- WORK ORDER -
Beginning with the line where "List all labels, markers" occurs, set down each line of the records through the final one, exactly and without additions.

- Collected data -
((

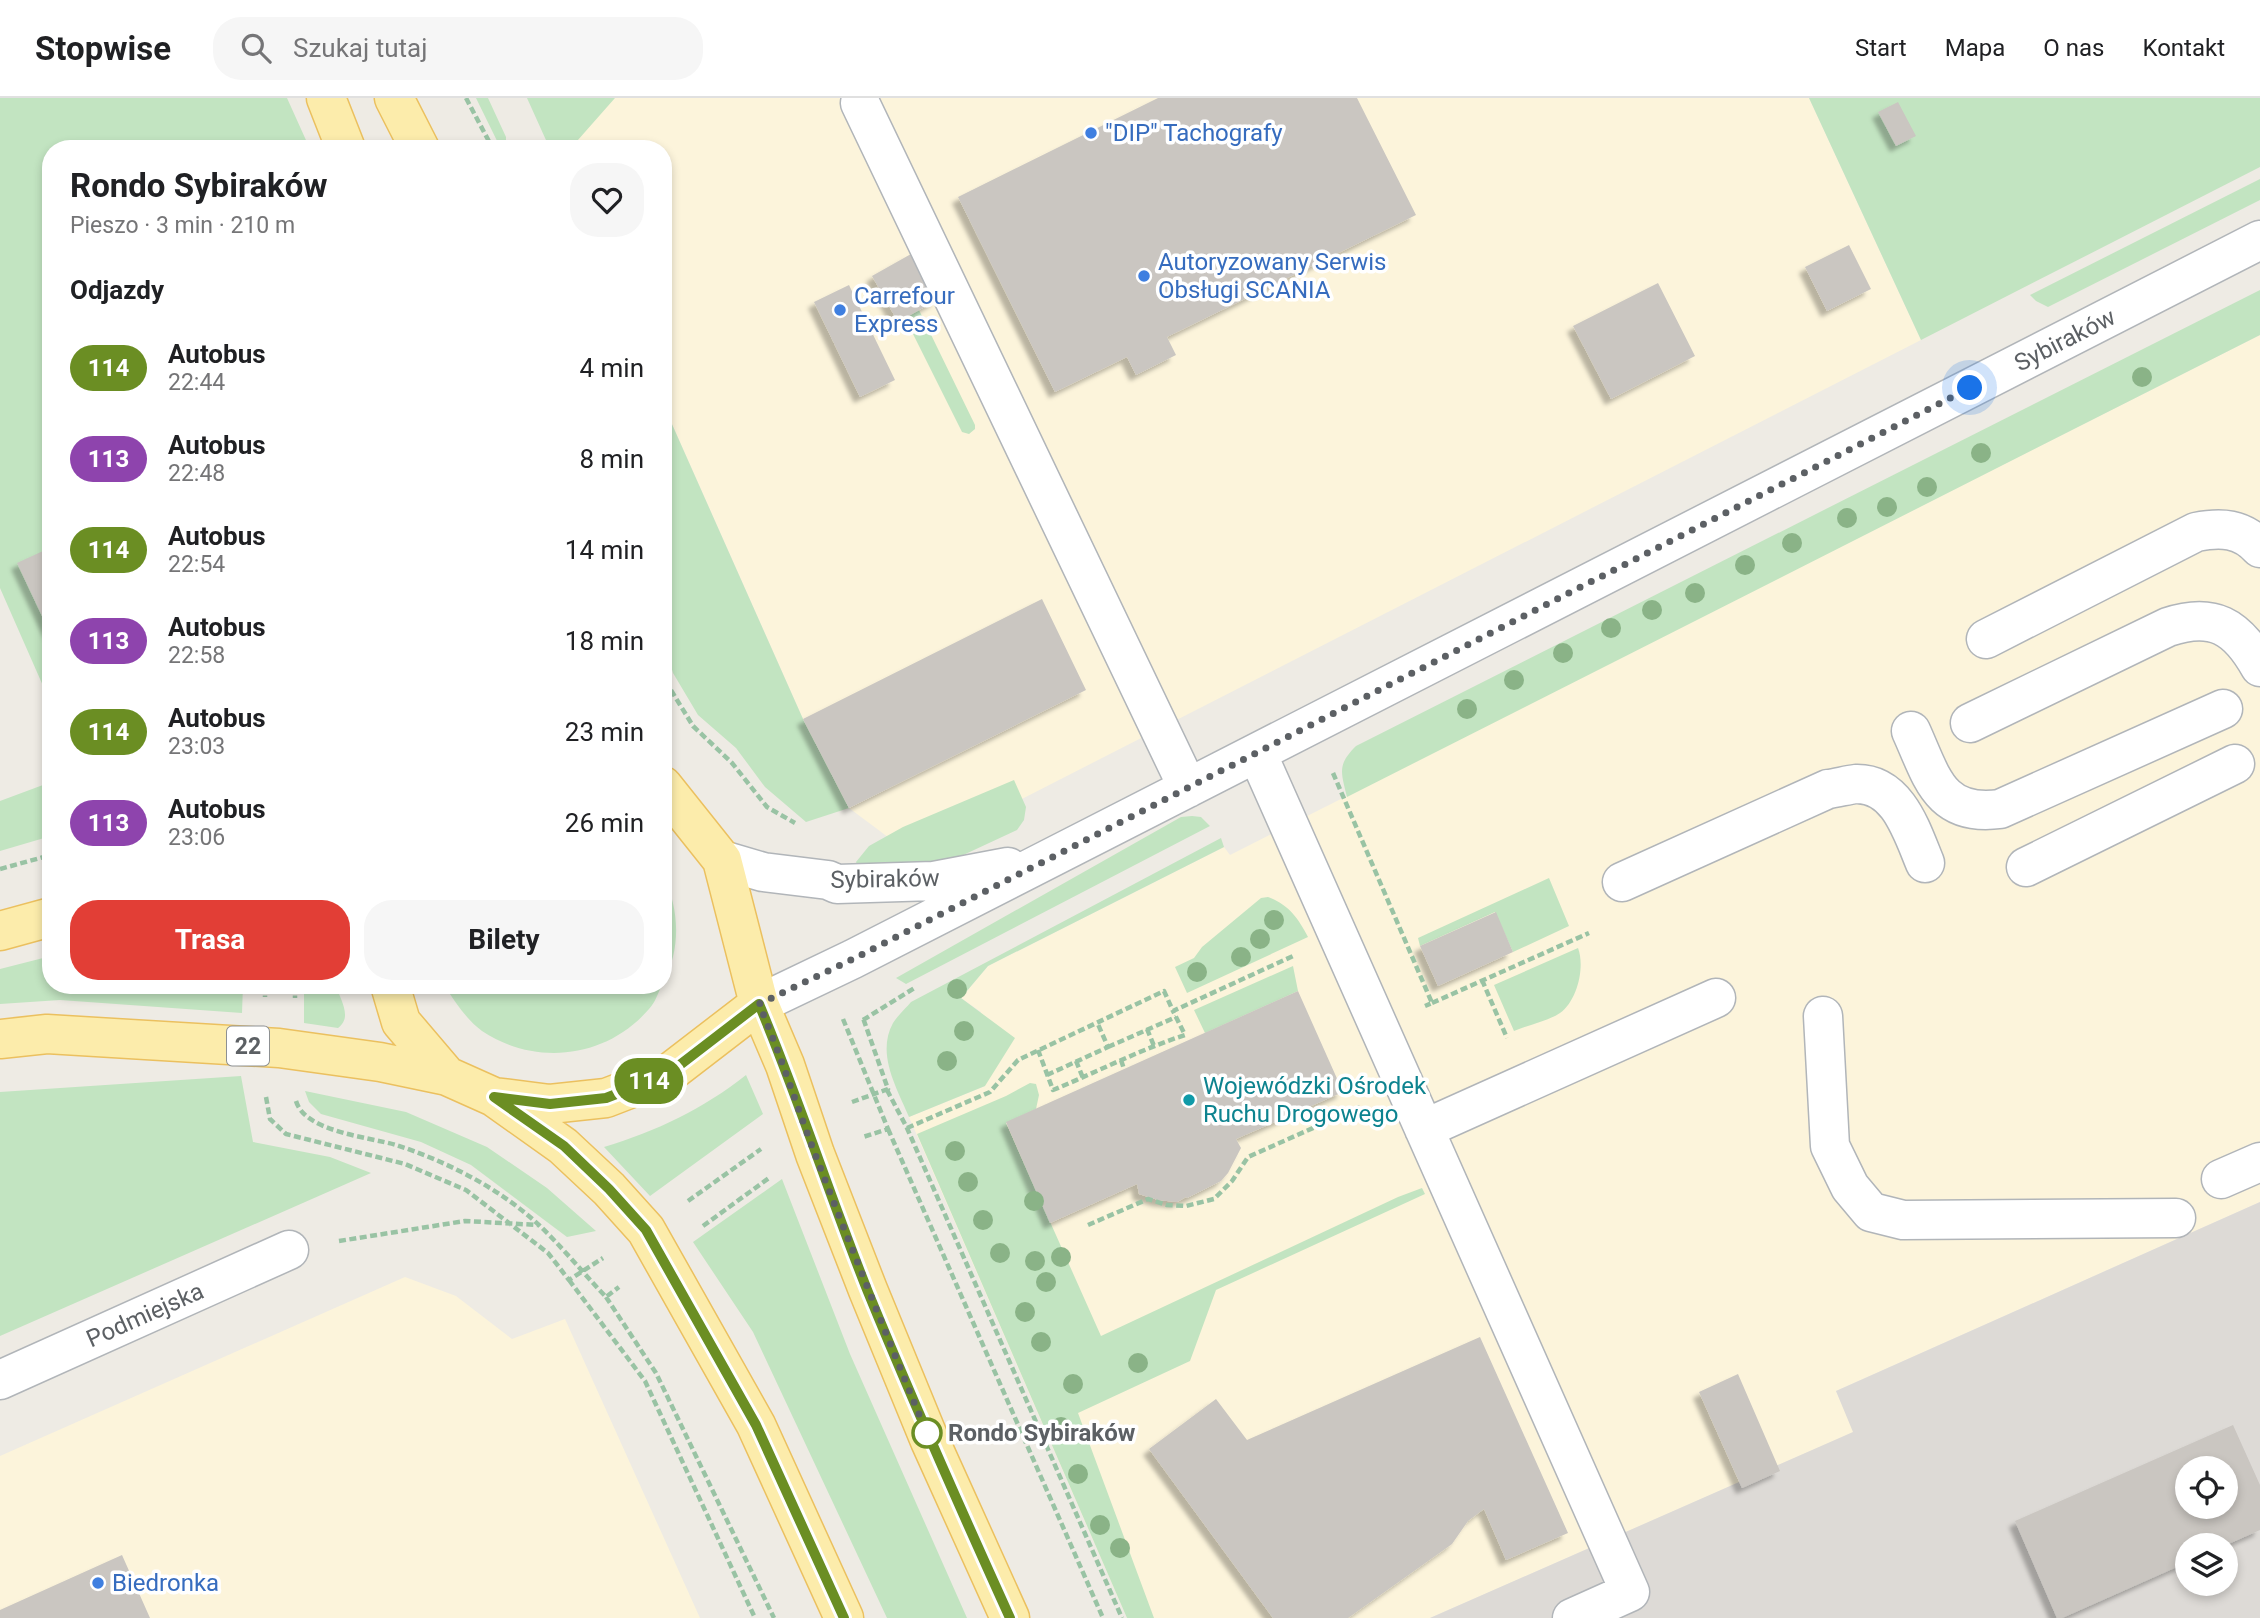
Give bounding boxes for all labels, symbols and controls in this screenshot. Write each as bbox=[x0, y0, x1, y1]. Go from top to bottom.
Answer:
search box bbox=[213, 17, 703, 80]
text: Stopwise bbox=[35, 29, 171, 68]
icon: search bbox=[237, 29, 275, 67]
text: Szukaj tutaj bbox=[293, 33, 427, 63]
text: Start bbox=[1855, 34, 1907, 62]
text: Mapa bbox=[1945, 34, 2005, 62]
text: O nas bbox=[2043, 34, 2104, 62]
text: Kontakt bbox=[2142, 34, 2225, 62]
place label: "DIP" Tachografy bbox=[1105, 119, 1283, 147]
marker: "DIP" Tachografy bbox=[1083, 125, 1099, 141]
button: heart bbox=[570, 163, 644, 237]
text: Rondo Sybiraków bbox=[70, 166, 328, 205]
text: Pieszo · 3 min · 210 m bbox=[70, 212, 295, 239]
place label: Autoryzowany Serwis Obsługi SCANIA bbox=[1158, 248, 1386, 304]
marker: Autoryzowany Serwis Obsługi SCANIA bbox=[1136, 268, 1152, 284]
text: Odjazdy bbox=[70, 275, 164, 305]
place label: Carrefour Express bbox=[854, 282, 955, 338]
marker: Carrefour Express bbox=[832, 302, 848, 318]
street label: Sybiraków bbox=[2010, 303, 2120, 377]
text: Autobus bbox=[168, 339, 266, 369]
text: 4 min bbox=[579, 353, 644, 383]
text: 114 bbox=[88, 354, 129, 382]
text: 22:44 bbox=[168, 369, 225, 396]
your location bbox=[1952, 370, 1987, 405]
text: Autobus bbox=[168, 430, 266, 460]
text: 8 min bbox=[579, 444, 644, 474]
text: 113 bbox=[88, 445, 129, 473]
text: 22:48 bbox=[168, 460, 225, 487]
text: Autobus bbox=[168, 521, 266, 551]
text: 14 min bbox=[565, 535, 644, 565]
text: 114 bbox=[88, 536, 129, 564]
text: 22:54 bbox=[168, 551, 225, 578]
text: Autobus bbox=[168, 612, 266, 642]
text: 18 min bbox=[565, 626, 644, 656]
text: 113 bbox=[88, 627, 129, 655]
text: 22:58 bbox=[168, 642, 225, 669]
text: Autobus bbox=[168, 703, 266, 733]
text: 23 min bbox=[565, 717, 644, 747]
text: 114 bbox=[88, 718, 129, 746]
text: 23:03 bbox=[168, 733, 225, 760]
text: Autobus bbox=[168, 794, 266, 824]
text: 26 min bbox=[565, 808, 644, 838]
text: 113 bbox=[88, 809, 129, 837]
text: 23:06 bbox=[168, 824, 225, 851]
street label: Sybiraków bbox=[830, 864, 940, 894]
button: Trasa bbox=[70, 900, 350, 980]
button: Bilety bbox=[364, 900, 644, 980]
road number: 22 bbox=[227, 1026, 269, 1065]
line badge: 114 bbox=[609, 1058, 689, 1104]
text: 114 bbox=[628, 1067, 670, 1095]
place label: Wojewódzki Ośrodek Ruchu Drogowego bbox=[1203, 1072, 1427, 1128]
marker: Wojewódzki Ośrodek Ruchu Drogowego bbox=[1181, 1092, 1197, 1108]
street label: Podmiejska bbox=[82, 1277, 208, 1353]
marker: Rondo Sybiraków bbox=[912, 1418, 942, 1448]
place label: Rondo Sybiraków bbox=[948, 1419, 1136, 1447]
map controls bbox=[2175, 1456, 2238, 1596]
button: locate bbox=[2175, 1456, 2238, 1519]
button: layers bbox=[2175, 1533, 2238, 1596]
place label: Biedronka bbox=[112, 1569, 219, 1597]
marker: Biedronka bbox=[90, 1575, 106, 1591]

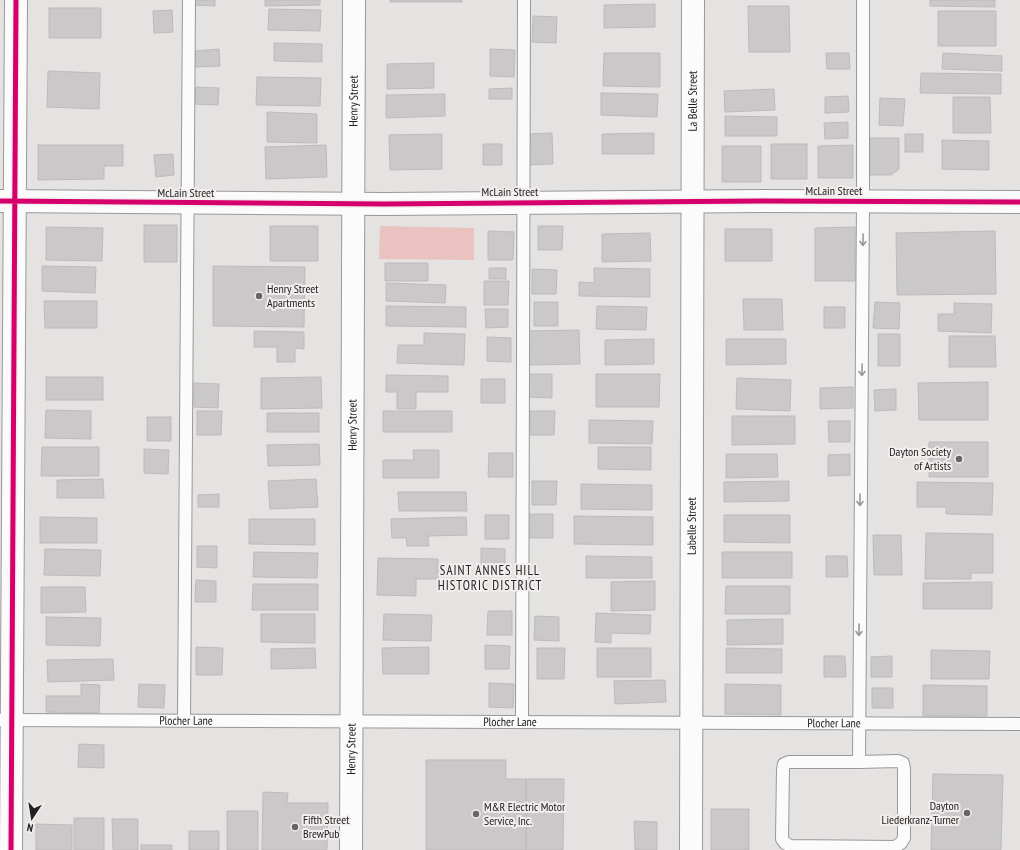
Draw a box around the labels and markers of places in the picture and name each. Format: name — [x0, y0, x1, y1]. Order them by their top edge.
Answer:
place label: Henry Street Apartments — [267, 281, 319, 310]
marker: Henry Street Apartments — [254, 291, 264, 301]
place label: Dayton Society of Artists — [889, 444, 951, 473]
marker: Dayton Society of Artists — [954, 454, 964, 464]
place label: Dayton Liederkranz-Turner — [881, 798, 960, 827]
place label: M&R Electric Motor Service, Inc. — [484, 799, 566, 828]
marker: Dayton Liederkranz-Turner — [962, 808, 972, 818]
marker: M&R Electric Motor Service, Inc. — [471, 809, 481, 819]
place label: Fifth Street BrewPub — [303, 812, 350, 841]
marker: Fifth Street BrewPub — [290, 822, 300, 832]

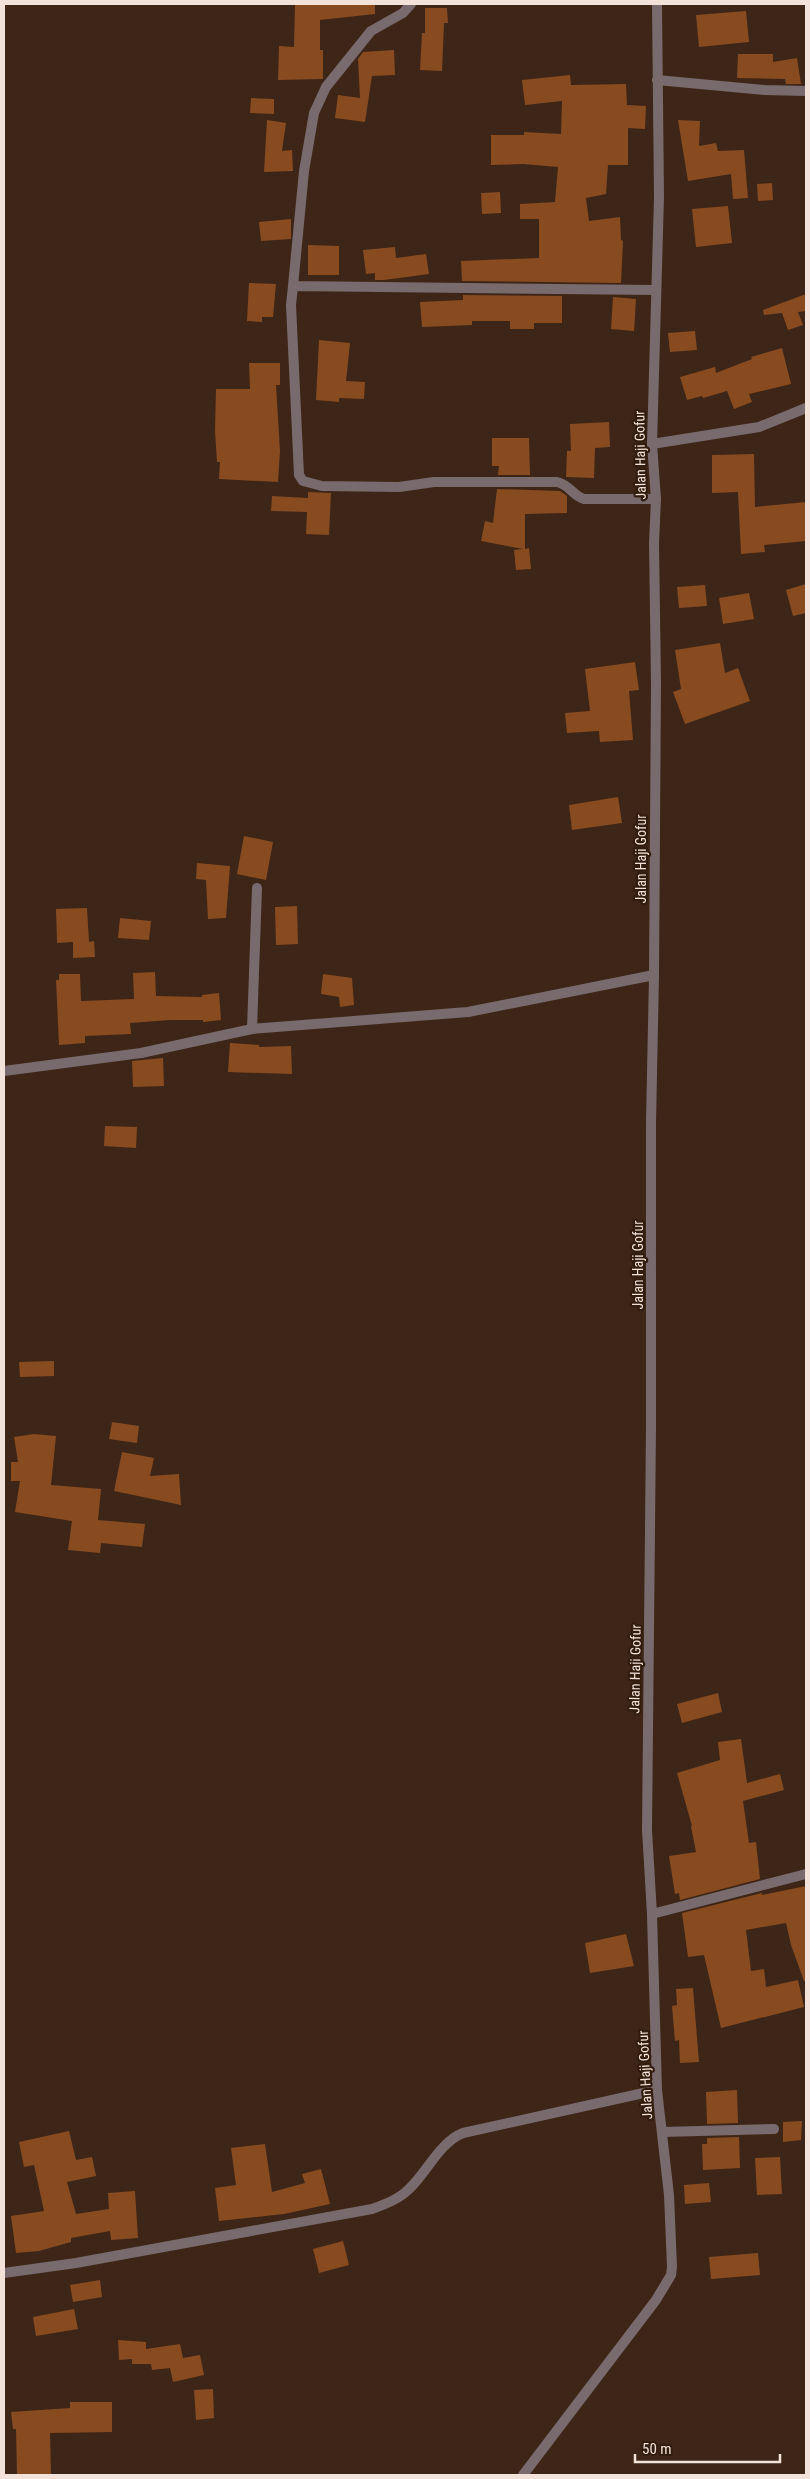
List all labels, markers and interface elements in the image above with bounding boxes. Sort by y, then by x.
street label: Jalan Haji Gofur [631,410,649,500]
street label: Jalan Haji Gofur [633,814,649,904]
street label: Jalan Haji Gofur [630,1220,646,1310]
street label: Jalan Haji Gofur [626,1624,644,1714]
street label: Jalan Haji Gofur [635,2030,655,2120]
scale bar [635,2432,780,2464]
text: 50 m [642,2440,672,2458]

))

- WRITTEN SOLUTION -
List all labels, markers and interface elements in the image above with bounding boxes. Sort by y, then by x.
street label: Jalan Haji Gofur [631,410,649,500]
street label: Jalan Haji Gofur [633,814,649,904]
street label: Jalan Haji Gofur [630,1220,646,1310]
street label: Jalan Haji Gofur [626,1624,644,1714]
street label: Jalan Haji Gofur [635,2030,655,2120]
scale bar [635,2432,780,2464]
text: 50 m [642,2440,672,2458]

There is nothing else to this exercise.